Re: [PATCH 5/6] sched/fair: Get rid of scaling utilization by capacity_orig

2015-09-07 Thread Dietmar Eggemann
On 07/09/15 17:21, Vincent Guittot wrote:
> On 7 September 2015 at 17:37, Dietmar Eggemann  
> wrote:
>> On 04/09/15 00:51, Steve Muckle wrote:
>>> Hi Morten, Dietmar,
>>>
>>> On 08/14/2015 09:23 AM, Morten Rasmussen wrote:
>>> ...
 + * cfs_rq.avg.util_avg is the sum of running time of runnable tasks plus 
 the
 + * recent utilization of currently non-runnable tasks on a CPU. It 
 represents
 + * the amount of utilization of a CPU in the range [0..capacity_orig] 
 where
>>>
>>> I see util_sum is scaled by SCHED_LOAD_SHIFT at the end of
>>> __update_load_avg(). If there is now an assumption that util_avg may be
>>> used directly as a capacity value, should it be changed to
>>> SCHED_CAPACITY_SHIFT? These are equal right now, not sure if they will
>>> always be or if they can be combined.
>>
>> You're referring to the code line
>>
>> 2647   sa->util_avg = (sa->util_sum << SCHED_LOAD_SHIFT) / LOAD_AVG_MAX;
>>
>> in __update_load_avg()?
>>
>> Here we actually scale by 'SCHED_LOAD_SCALE/LOAD_AVG_MAX' so both values are
>> load related.
> 
> I agree with Steve that there is an issue from a unit point of view
> 
> sa->util_sum and LOAD_AVG_MAX have the same unit so sa->util_avg is a
> load because of << SCHED_LOAD_SHIFT)
> 
> Before this patch , the translation from load to capacity unit was
> done in get_cpu_usage with "* capacity) >> SCHED_LOAD_SHIFT"
> 
> So you still have to change the unit from load to capacity with a "/
> SCHED_LOAD_SCALE * SCHED_CAPACITY_SCALE" somewhere.
> 
> sa->util_avg = ((sa->util_sum << SCHED_LOAD_SHIFT) /SCHED_LOAD_SCALE *
> SCHED_CAPACITY_SCALE / LOAD_AVG_MAX = (sa->util_sum <<
> SCHED_CAPACITY_SHIFT) / LOAD_AVG_MAX;

I see the point but IMHO this will only be necessary if the 
SCHED_LOAD_RESOLUTION
stuff gets re-enabled again.

It's not really about utilization or capacity units but rather about using the 
same
SCALE/SHIFT values for both sides, right?
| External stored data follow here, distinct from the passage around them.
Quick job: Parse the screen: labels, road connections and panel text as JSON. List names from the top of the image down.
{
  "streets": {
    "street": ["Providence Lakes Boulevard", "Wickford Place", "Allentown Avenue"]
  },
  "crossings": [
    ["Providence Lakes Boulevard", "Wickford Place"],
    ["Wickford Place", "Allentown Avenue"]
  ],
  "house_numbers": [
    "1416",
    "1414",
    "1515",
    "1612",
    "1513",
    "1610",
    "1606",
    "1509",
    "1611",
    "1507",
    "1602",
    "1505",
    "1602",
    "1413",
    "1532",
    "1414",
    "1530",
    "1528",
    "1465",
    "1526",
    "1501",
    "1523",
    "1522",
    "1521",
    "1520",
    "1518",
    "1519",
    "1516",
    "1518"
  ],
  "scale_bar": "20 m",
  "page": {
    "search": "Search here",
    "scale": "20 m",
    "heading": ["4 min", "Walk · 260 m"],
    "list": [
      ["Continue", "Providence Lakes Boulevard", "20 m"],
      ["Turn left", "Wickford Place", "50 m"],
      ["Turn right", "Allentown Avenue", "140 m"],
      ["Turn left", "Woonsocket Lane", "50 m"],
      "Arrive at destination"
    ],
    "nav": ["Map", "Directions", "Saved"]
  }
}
I always thought that scale_load_down() takes care of that.

So shouldn't:

diff --git a/kernel/sched/fair.c b/kernel/sched/fair.c
index 3445d2fb38f4..b80f799aface 100644
--- a/kernel/sched/fair.c
+++ b/kernel/sched/fair.c
@@ -2644,7 +2644,7 @@ __update_load_avg(u64 now, int cpu, struct sched_avg *sa,
cfs_rq->runnable_load_avg =
div_u64(cfs_rq->runnable_load_sum, 
LOAD_AVG_MAX);
}
-   sa->util_avg = (sa->util_sum << SCHED_LOAD_SHIFT) / 
LOAD_AVG_MAX;
+   sa->util_avg = (sa->util_sum * 
scale_load_down(SCHED_LOAD_SCALE)) / LOAD_AVG_MAX;
}
 
return decayed;

fix that issue in case SCHED_LOAD_RESOLUTION != 0 ?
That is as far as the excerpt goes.